=== Requirement ===
Every line in the records below that holds "absolute" must be identified and copied.

Saved data entries:
---*---

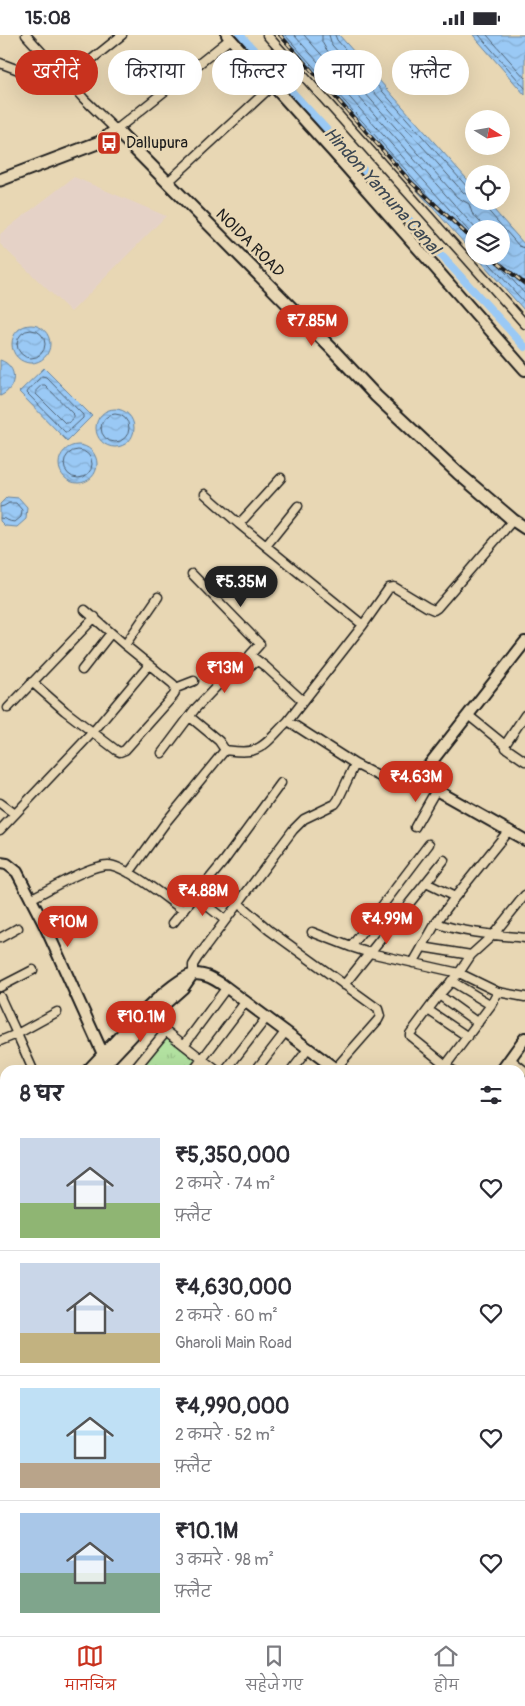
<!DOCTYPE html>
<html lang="hi">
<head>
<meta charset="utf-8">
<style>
  body { margin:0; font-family:Pangolin,"Playpen Sans Deva",sans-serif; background:#f7f7f7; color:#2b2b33; height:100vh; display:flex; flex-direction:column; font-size:19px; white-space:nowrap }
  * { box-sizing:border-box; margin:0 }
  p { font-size:16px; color:#7c7c81 }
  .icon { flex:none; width:28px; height:28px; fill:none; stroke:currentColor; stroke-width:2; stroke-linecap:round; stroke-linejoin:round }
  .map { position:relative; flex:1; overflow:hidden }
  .drawer { position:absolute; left:0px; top:1030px; width:525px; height:571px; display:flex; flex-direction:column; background:#fff; border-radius:15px 15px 0 0; box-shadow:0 5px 20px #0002 }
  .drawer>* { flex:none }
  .guide { position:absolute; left:15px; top:15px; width:495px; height:45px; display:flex; gap:10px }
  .needle { width:32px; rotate:101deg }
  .buttons { position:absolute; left:465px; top:75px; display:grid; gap:10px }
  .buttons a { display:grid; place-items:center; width:45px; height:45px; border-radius:50%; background:#fff; box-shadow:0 5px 20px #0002; font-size:25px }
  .price { position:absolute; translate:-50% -42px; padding:0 11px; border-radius:18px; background:#c8321e; color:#fff; font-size:16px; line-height:32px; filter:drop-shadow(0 1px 2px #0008) }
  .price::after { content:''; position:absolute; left:50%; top:30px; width:15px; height:11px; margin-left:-8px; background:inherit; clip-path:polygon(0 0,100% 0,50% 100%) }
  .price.active { background:#222; color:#fff }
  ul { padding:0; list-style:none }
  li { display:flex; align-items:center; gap:15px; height:125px; padding:0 20px }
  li+li { border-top:1px solid #e1e1e2 }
  li span { display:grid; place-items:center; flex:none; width:140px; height:100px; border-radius:0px; color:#555 }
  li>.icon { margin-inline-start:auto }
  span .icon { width:60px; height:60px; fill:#fffc; stroke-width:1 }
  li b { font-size:21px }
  h2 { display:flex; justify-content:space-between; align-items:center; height:60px; padding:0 20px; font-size:21px }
  .tag { padding:0 18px; border-radius:22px; background:#fff; box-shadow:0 5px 20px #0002; font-size:18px; line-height:45px }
  .tag.active { background:#c8321e; color:#fff }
  .status { display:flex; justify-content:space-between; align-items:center; height:35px; padding:0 25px; background:#fff; direction:ltr }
  .status svg { height:14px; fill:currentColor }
  .dock { display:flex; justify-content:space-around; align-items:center; height:70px; border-top:1px solid #e1e1e2; background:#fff; font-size:14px; color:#7c7c81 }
  .dock a { display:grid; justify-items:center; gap:2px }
  .dock .active { color:#c8321e }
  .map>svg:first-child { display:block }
  .built { fill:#e5d2c7 }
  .grass { fill:url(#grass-tufts); stroke:#677e5e }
  .water { fill:url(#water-waves); stroke:#68849e }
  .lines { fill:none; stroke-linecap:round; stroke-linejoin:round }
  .shore { stroke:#4e6173; stroke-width:1 }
  .canal { stroke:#9ac9f5; stroke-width:8 }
  .minor-casing { stroke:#1c1c1c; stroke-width:11 }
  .tertiary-casing { stroke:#1c1c1c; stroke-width:14 }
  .secondary-casing { stroke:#1c1c1c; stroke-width:15 }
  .minor { stroke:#e8d7b4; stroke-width:8 }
  .tertiary { stroke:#e8d7b4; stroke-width:10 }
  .secondary { stroke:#e8d7b4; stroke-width:11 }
  .rail-casing { stroke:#1c1c1c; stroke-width:4 }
  .rail { stroke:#e8d7b4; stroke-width:2; stroke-dasharray:5.5; stroke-linecap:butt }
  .labels { text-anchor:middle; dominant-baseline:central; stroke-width:5; stroke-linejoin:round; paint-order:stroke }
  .poi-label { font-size:16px; fill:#1c1c1c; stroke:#e8d7b4; text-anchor:start }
  .street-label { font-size:16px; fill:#1c1c1c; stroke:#e8d7b4 }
  .water-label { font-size:18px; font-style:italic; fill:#3c4752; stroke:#e8d7b4 }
</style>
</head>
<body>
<div class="status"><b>15:08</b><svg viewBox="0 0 49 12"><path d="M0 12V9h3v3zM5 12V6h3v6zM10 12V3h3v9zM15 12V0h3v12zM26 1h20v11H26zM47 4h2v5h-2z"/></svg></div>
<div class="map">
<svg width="525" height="1601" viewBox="0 0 525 1601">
  <defs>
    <pattern id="grass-tufts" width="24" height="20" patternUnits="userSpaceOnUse" patternTransform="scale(1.25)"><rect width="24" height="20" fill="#b2e1a0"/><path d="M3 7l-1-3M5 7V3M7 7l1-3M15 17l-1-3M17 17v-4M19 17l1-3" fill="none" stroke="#98c089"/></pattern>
    <pattern id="water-waves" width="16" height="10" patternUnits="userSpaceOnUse" patternTransform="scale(1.25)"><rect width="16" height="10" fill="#9ac9f5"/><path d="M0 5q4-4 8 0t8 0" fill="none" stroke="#84acd1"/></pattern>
  </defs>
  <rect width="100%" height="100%" fill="#e8d7b4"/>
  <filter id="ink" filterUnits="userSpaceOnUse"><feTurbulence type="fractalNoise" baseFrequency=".02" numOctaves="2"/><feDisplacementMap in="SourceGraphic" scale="10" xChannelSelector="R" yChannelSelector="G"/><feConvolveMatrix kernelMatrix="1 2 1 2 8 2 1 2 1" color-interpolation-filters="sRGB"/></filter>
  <g filter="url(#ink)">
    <path class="built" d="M 74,142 L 166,181 L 71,277 L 0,209 L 0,199 Z"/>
    <path class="grass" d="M 164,1001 L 195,1025 L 187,1035 L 137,1035 Z
      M 5,1138 L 5,1189 L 0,1196 L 0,1143 Z
      M 0,1239 L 5,1243 L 5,1321 L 0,1317 Z
      M 42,1596 L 97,1596 L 93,1601 L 38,1601 Z
      M 118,1596 L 156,1596 L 162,1601 L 124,1601 Z
      M 358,1596 L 431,1596 L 428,1601 L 364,1601 Z"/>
    <path class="water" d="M 278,0 L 339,0 L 474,152 L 474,166 L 486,166 L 525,210 L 525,276 L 476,221 L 501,221 L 501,194 L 474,194 L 474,219 Z
      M 473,0 L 525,0 L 525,60 Z
      M12 309a19 19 0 1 1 38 0a19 19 0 1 1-38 0Z
      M 0,325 C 19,331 17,354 0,361 Z
      M 44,333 L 92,381 L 67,406 L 19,357 Z
      M96 393a19 19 0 1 1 38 0a19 19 0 1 1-38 0Z
      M59 429a19 19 0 1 1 38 0a19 19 0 1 1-38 0Z
      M 7,462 L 19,463 L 27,472 L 26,484 L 17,492 L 5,491 L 0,486 L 0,469 Z"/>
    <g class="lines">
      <path class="shore" d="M 285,0 L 474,211
        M 294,0 L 474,202
        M 304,0 L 476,194
        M 322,0 L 322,7 L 326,14 L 457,162 L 469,169 L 472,178 L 486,194
        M 329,0 L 332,10 L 463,157 L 467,160 L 474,161
        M 335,0 L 337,5 L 468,153 L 474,155
        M 479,0 L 525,53
        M 487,0 L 525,43
        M 483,166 L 484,171 L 519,211 L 525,213
        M 483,221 L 525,268
        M 491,221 L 525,259
        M17 309a14 14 0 1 1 28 0a14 14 0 1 1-28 0Z
        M 42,341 L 46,342 L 83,380 L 83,383 L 68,397 L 65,397 L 27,358 L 28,356 Z
        M 42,350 L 45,350 L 74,380 L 74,383 L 68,388 L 65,388 L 36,359 L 36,356 Z
        M101 393a14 14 0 1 1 28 0a14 14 0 1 1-28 0Z
        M64 429a14 14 0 1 1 28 0a14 14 0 1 1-28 0Z
        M 0,472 L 4,471 L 9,468 L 16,468 L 22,475 L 21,482 L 15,487 C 8,487 6,483 0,483"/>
      <path class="canal" d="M 240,0 L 525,312"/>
      <defs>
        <path id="minor" d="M 26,0 L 84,64 L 116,95 L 230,4
          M 267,0 L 525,289
          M 0,28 L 24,37 L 43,21
          M 66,45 L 122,0
          M 168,147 L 272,51
          M 205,459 L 239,489 L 363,590
          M 239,489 L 281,443
          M 266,511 L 298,471
          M 192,539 L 260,609 L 250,620 L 258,626
          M 125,610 L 158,562
          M 82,635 L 111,598
          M 32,647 L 65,676 L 116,715 L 120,717 L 125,715 L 174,660 L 176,653 L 173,649 L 125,610 L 85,575
          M 176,653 L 194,646
          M 8,673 L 95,582
          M 468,680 L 505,710
          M 525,680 L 505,710 L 506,713 L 525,726
          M 288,686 L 363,590 L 389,553 L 394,552 L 427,572 L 434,575 L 437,573 L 513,485
          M 225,715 C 234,716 245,718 254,715 C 267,711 278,695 288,686 L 355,729 L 382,743 L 389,745 L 422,742
          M 162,718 L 195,674 L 218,650 L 258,626 L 266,632 L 303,666
          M 0,768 L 15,779
          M 415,792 L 436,755
          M 0,795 L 93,697 L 149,630
          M 129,838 L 166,787 L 225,715 L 219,706 L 190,682
          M 426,848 L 455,862
          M 196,862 L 225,885
          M 30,864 C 49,855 89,830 108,830 C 127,831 167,864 184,876
          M 238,868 L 269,895 L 378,974 L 380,981 L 378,985 L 335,1034
          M 173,888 L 224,826 L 281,748
          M 436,888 C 464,898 496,900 525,903
          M 312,897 L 351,912 L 370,918 L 459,938 L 498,957 L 525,962
          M 0,903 L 18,893
          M 351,912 L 429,809
          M 422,912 L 471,920
          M 413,928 L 436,888 L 455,862 L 509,795
          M 193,939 L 193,930 L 198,922 L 293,795 L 304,784 L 335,769 L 338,765 L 355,729
          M 451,946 L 491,970
          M 344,950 L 444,825
          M 0,952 L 33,935
          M 439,960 L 478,988
          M 0,962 L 17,999 L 57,977
          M 428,975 L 468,1002
          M 147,981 L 216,1035
          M 0,1006 L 17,999 L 33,1035
          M 184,1010 L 227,952
          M 510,1024 L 525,1036
          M 446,1030 L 491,970 L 498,957
          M 134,1035 L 166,996
          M 194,1035 L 246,966
          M 226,1035 L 267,982
          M 256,1035 L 286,996
          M 292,1035 L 309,1013
          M 452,1035 L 410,1001 L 410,999 L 439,960 L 459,938 L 471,920 L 493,900 L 525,860
          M 0,1081 L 5,1078
          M 520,1104 L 525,1108
          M 520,1186 L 524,1180
          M 0,1205 L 5,1199
          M 520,1226 L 525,1220
          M 520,1272 L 525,1265
          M 520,1291 L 525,1295
          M 0,1331 L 5,1324
          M 520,1331 L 525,1324
          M 520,1369 L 525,1362
          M 0,1370 L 5,1363
          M 0,1398 L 5,1402
          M 520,1409 L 525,1402
          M 0,1419 L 5,1413
          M 522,1446 L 525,1442
          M 1,1474 L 5,1469
          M 520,1487 L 525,1480
          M 0,1516 L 1,1515
          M 0,1556 L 5,1549
          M 520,1567 L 525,1570
          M 0,1595 L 5,1589
          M 13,1596 L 19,1601
          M 259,1596 L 265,1601
          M 486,1596 L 488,1599
          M 26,1601 L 30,1596
          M 101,1601 L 105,1596
          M 172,1601 L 175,1596
          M 201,1601 L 205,1596
          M 233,1601 L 236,1596
          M 312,1601 L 315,1596
          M 343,1601 L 346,1596
          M 432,1601 L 436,1596"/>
        <path id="tertiary" d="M 227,0 L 334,118 L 525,335
          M 525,607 L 425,735 L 422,742 L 436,755 L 525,805
          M 0,828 L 7,829 L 17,837 L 45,891 L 107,1028
          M 88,1035 C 107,1016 171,941 195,939 C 206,939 214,944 223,950 L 337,1035
          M 100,1035 L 149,983 L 183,953 L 192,940
          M 502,1035 L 525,1003
          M 0,1125 L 5,1121
          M 0,1139 L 5,1134"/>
        <path id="secondary" d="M 0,145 L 100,107 L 116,95 L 332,314 L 376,361 L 458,438 L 513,485 L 525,493"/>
      </defs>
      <use href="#minor" class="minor-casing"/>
      <use href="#tertiary" class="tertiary-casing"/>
      <use href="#secondary" class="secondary-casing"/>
      <use href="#minor" class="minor"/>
      <use href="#tertiary" class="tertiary"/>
      <use href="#secondary" class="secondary"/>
      <defs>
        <path id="rail" d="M 280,0 L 411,147 L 474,206
          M 490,221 L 525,249"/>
      </defs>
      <use href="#rail" class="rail-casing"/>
      <use href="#rail" class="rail"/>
    </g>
  </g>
  <defs>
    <symbol id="bus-square" viewBox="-11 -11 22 22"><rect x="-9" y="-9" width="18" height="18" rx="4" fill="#c8321e" stroke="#e8d7b4"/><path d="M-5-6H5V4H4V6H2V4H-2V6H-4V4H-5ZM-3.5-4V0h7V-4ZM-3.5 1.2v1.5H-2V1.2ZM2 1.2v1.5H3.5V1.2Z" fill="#fff"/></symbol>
  </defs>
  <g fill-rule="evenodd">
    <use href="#bus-square" x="95" y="94" width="28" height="28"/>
  </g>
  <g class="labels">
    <g class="poi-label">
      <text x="126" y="108">Dallupura</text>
    </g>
    <g class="street-label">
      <text transform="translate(250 208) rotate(45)">NOIDA ROAD</text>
    </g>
    <g class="water-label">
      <text transform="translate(382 156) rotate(48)">Hindon Yamuna Canal</text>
    </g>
  </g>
</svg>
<div class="buttons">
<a><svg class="needle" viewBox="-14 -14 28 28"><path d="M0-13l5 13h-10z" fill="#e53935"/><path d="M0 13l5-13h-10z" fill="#7c7c81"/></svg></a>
<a><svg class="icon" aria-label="locate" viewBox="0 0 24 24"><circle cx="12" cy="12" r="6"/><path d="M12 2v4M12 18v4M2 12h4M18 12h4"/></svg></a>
<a><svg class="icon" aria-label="layers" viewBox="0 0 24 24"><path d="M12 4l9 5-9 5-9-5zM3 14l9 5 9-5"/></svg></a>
</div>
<b class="price" style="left:312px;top:312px">₹7.85M</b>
<b class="price active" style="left:241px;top:573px">₹5.35M</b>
<b class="price" style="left:225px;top:659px">₹13M</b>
<b class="price" style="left:416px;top:768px">₹4.63M</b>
<b class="price" style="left:203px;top:882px">₹4.88M</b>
<b class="price" style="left:387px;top:910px">₹4.99M</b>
<b class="price" style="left:68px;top:913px">₹10M</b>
<b class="price" style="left:141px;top:1008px">₹10.1M</b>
<div class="guide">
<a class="tag active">खरीदें</a>
<a class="tag">किराया</a>
<a class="tag">फ़िल्टर</a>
<a class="tag">नया</a>
<a class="tag">फ़्लैट</a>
</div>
<section class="drawer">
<h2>8 घर<svg class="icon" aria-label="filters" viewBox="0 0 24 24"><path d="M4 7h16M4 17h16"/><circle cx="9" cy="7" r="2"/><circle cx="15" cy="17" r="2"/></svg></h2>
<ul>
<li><span style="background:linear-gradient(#c9d6e8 65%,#8fb573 0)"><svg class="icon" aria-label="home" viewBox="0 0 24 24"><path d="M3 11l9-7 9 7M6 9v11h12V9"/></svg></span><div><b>₹5,350,000</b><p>2 कमरे · 74 m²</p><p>फ़्लैट</p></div><svg class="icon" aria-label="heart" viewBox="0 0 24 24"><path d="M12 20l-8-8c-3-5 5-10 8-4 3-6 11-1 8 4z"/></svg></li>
<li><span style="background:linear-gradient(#c9d6e8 70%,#c2b280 0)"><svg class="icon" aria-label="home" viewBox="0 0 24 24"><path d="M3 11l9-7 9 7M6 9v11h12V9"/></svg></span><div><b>₹4,630,000</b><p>2 कमरे · 60 m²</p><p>Gharoli Main Road</p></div><svg class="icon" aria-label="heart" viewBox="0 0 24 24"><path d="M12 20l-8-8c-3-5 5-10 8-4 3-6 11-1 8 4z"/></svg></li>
<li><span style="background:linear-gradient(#bfe0f5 75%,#b9a48a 0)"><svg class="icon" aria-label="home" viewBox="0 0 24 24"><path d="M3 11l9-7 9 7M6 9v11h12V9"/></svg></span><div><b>₹4,990,000</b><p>2 कमरे · 52 m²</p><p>फ़्लैट</p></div><svg class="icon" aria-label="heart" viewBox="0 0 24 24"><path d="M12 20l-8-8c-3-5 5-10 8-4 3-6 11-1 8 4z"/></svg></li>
<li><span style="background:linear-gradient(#a9c7e8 60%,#7fa58c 0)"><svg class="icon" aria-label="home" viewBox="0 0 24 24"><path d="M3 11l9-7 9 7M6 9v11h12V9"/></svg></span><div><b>₹10.1M</b><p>3 कमरे · 98 m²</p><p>फ़्लैट</p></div><svg class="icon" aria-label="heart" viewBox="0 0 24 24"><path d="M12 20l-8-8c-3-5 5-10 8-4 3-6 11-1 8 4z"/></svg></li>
</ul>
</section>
</div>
<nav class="dock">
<a class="active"><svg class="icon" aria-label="map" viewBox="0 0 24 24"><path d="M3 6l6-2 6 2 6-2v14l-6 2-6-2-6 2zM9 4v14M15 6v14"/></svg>मानचित्र</a>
<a><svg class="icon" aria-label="saved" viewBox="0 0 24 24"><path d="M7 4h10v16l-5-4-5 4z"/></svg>सहेजे गए</a>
<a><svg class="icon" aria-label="home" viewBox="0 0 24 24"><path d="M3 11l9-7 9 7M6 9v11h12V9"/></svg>होम</a>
</nav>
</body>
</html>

---*---

=== Expected answer ===
  .drawer { position:absolute; left:0px; top:1030px; width:525px; height:571px; display:flex; flex-direction:column; background:#fff; border-radius:15px 15px 0 0; box-shadow:0 5px 20px #0002 }
  .guide { position:absolute; left:15px; top:15px; width:495px; height:45px; display:flex; gap:10px }
  .buttons { position:absolute; left:465px; top:75px; display:grid; gap:10px }
  .price { position:absolute; translate:-50% -42px; padding:0 11px; border-radius:18px; background:#c8321e; color:#fff; font-size:16px; line-height:32px; filter:drop-shadow(0 1px 2px #0008) }
  .price::after { content:''; position:absolute; left:50%; top:30px; width:15px; height:11px; margin-left:-8px; background:inherit; clip-path:polygon(0 0,100% 0,50% 100%) }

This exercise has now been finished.